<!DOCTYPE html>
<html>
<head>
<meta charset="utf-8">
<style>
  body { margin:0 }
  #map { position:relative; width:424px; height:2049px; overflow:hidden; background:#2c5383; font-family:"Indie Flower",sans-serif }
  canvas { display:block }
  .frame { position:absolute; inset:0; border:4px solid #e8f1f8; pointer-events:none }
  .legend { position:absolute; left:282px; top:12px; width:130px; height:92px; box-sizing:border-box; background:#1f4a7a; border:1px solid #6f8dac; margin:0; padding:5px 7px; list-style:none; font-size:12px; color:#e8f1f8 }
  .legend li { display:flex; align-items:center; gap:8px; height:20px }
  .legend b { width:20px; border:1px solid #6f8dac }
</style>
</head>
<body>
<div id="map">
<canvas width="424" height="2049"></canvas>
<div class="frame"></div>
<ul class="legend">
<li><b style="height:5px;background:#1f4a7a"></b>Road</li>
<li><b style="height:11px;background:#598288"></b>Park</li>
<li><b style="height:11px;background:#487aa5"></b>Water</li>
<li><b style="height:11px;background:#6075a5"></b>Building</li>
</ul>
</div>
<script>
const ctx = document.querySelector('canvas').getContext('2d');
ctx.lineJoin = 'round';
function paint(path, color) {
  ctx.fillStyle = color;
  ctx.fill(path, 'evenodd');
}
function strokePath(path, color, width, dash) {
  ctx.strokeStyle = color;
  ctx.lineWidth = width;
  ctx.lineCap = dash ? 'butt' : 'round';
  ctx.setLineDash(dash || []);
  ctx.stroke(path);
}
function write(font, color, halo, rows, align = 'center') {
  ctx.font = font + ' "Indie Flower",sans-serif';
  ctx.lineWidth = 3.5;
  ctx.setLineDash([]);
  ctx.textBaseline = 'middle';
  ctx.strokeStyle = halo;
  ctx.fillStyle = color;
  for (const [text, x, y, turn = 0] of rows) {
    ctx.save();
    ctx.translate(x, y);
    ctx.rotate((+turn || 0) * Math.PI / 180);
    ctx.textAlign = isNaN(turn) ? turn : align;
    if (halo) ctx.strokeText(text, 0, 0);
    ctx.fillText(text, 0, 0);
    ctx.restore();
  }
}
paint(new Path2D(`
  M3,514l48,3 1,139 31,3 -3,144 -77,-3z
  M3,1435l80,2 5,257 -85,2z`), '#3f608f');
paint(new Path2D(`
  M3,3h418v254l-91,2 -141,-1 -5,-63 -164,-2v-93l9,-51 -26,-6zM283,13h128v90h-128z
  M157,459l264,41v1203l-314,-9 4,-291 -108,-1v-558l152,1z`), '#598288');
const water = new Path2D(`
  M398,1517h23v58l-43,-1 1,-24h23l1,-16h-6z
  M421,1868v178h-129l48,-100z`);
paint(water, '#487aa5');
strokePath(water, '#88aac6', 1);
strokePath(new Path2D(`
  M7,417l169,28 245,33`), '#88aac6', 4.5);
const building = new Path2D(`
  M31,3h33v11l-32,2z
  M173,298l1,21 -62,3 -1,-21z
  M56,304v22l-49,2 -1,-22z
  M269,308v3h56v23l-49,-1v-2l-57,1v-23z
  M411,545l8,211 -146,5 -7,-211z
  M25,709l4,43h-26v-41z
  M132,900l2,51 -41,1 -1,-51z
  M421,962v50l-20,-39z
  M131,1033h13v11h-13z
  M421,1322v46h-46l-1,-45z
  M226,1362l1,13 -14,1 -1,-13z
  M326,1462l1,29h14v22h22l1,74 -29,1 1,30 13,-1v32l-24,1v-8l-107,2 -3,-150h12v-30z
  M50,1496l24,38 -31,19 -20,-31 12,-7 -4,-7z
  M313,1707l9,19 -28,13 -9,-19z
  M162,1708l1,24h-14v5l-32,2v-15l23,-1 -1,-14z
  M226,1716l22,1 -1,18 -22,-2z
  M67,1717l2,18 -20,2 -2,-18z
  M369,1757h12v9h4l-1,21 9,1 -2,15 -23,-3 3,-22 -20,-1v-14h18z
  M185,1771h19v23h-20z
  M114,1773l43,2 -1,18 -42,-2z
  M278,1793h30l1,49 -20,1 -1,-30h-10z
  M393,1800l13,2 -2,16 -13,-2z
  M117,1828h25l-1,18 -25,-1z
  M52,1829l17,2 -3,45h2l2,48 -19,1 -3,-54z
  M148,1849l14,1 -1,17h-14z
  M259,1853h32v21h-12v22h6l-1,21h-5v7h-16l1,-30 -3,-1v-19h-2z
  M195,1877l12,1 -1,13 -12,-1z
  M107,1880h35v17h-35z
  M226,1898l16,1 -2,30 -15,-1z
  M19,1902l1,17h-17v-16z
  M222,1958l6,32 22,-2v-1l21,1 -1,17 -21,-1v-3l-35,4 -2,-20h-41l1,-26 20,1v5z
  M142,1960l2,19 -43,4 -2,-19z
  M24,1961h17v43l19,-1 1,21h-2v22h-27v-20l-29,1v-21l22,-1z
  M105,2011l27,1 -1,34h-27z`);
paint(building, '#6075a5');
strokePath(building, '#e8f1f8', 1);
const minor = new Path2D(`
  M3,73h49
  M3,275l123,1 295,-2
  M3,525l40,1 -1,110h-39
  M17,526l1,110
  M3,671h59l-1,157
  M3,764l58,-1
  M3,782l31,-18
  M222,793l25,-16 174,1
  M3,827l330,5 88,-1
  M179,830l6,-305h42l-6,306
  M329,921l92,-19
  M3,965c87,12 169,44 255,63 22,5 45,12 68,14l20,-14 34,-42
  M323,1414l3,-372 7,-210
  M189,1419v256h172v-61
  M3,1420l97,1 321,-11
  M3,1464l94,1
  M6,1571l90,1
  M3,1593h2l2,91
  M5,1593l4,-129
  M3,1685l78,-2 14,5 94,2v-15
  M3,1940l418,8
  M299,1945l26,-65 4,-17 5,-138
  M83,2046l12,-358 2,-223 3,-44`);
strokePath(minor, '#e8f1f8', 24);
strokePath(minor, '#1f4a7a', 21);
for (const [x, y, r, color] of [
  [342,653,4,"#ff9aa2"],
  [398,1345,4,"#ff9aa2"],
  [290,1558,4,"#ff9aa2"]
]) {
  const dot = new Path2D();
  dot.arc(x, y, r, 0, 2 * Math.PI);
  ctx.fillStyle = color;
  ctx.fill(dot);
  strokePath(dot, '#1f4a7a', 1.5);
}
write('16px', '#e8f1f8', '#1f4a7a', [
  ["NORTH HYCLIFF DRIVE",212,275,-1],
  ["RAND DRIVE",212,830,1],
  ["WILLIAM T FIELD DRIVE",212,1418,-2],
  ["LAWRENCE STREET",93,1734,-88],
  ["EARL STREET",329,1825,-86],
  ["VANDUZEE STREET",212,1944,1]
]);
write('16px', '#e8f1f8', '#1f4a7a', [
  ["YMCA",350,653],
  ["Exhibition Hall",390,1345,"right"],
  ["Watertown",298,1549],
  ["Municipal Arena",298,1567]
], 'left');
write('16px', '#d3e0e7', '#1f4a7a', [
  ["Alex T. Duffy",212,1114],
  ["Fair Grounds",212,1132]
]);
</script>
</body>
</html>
-*-
### TASK STATEMENT
Reading through the records above, report each line in which the string "align" is found.

### REPLY TO THE TASK
  .legend li { display:flex; align-items:center; gap:8px; height:20px }
function write(font, color, halo, rows, align = 'center') {
    ctx.textAlign = isNaN(turn) ? turn : align;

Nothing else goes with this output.